A la différence des techniques de fausse
réalité discutées auparavant, qui ont fini par nuire
à la crédibilité du discours, l'utilisation abusive des
techniques de mise en récit de l'information ont effectivement
renforcé la crédibilité de l'information, a travers la
création d'un faux-semblant.
La discussion de la recherche de la crédibilité
par le Jornal Nacional et le 20 Heures nous a montré
très peu de différences entre les informations diffusées
dans les deux pays, les seules différences essentielles étant le
fait que le 20 Heures a indiqué précipitamment la cause
de l'accident comme étant la foudre, et que le Jornal Nacional
a affirmé précipitamment que des débris du vol avaient
été retrouvés.
Ce constat nous montre que la recherche de la
crédibilité a, en un sens, homogénéisé les
informations diffusées par les deux journaux
télévisés. Les quelques cadres d'influence
repérés (la confiance dans la « parole nationale », le
cadre économique et le décalage horaire) jouant un rôle
moins important dans la construction de l'information que les techniques de
mise en récit de l'information.
Nous verrons maintenant si la volonté d'attirer
l'émotion du public a engendré plus de différences que la
recherche de la crédibilité, et si d'autres cadres d'influence
ont contribué a la formation de l'opinion publique sur l'accident du vol
AF447 au Brésil et en France.
2) Le refuge dans l'émotion
La recherche de l'émotion dans le traitement
médiatique du crash entre le Jornal Nacional et le 20
Heures a suivi une logique différente de celle de la recherche de
la crédibilité. Pendant que cette dernière s'est
basée sur des techniques de mise en récit de l'information pour
donner au spectateur une illusion de réalité et le sentiment de
maîtrise de la même, la recherche de l'émotion s'est surtout
basée sur le choix des reportages.
Nous verrons ici que le contenu des informations
diffusées a contribué a attirer l'émotion du public de
deux manières différentes : à travers de la
création de la compassion et à travers de la
création du suspense.
a) La création de la compassion
L'analyse des résultats nous a montré, au
début de ce mémoire, une autre différence essentielle
entre les deux journaux télévisés : l'exposition de la
souffrance des proches a été un sujet plus récurrent au
Brésil (6% du temps de diffusion sur le crash a été
consacrée au sujet par le Jornal Nacional contre 3% par le
20 Heures dans le premier jour qui a suivi l'accident, 16% contre 13%
le deuxième jour et 12% contre 0% le troisième jour), alors que
la prise en charge des proches par les autorités a été
plus traitée en France (24% contre 9% le premier jour, 42% contre 0% le
deuxième et 31% contre 19% le troisième42).

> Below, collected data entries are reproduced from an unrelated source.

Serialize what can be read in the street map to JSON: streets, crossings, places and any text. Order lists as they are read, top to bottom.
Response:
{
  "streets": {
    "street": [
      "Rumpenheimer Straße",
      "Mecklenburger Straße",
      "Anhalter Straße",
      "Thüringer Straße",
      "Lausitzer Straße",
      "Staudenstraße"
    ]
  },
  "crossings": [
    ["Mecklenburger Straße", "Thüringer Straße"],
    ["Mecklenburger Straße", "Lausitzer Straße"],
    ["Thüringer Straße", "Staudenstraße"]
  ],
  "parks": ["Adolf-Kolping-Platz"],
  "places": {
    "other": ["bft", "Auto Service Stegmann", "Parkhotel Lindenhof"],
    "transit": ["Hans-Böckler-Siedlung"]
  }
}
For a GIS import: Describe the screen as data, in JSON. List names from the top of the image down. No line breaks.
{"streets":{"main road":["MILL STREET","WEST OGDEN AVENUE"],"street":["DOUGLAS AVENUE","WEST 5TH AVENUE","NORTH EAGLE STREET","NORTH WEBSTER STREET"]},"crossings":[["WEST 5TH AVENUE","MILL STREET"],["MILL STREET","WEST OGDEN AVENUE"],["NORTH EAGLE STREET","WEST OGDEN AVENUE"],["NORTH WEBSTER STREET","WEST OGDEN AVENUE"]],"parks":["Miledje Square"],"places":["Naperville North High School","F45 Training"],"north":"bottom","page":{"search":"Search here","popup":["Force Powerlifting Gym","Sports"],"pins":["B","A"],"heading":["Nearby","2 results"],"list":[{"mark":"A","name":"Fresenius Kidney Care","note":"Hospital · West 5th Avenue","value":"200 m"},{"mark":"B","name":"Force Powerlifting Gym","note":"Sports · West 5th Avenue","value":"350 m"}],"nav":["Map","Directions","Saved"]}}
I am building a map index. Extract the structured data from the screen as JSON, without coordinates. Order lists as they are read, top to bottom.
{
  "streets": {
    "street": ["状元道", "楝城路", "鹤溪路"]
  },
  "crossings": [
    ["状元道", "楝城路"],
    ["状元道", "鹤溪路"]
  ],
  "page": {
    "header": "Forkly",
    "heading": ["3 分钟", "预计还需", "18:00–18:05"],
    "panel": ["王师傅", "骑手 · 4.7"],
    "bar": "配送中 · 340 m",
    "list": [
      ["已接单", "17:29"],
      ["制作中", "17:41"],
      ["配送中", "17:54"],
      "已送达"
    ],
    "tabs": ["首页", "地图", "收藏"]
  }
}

Cette différence a été notamment
influencée par les cadres juridiques auquel les deux journaux
télévisés ont été soumis : contrairement au
Brésil, la loi française a interdit la diffusion d'informations
sur les victimes et la police française a privé les journalistes
du contact avec les proches.
L'analyse de la création de la compassion nous laisse voir
cependant que le cadre juridique n'a pas été le seul à
influencer ces différences ; le contexte culturel y a joué un
rôle non négligeable.
42 Le tableau de la répartition du temps
consacré au crash par type d'information est à la page 18 dont
les données statistiques sont en annexe : Annexe 1, p. 53
I. La souffrance des proches au Brésil
Au Brésil, l'exploitation de la souffrance des proches
destinée à créer de la compassion chez le public a
été évidente : informations et photos des victimes ont
été diffusées dès le premier jour qui a suivi
l'accident, accompagnées de témoignages des proches.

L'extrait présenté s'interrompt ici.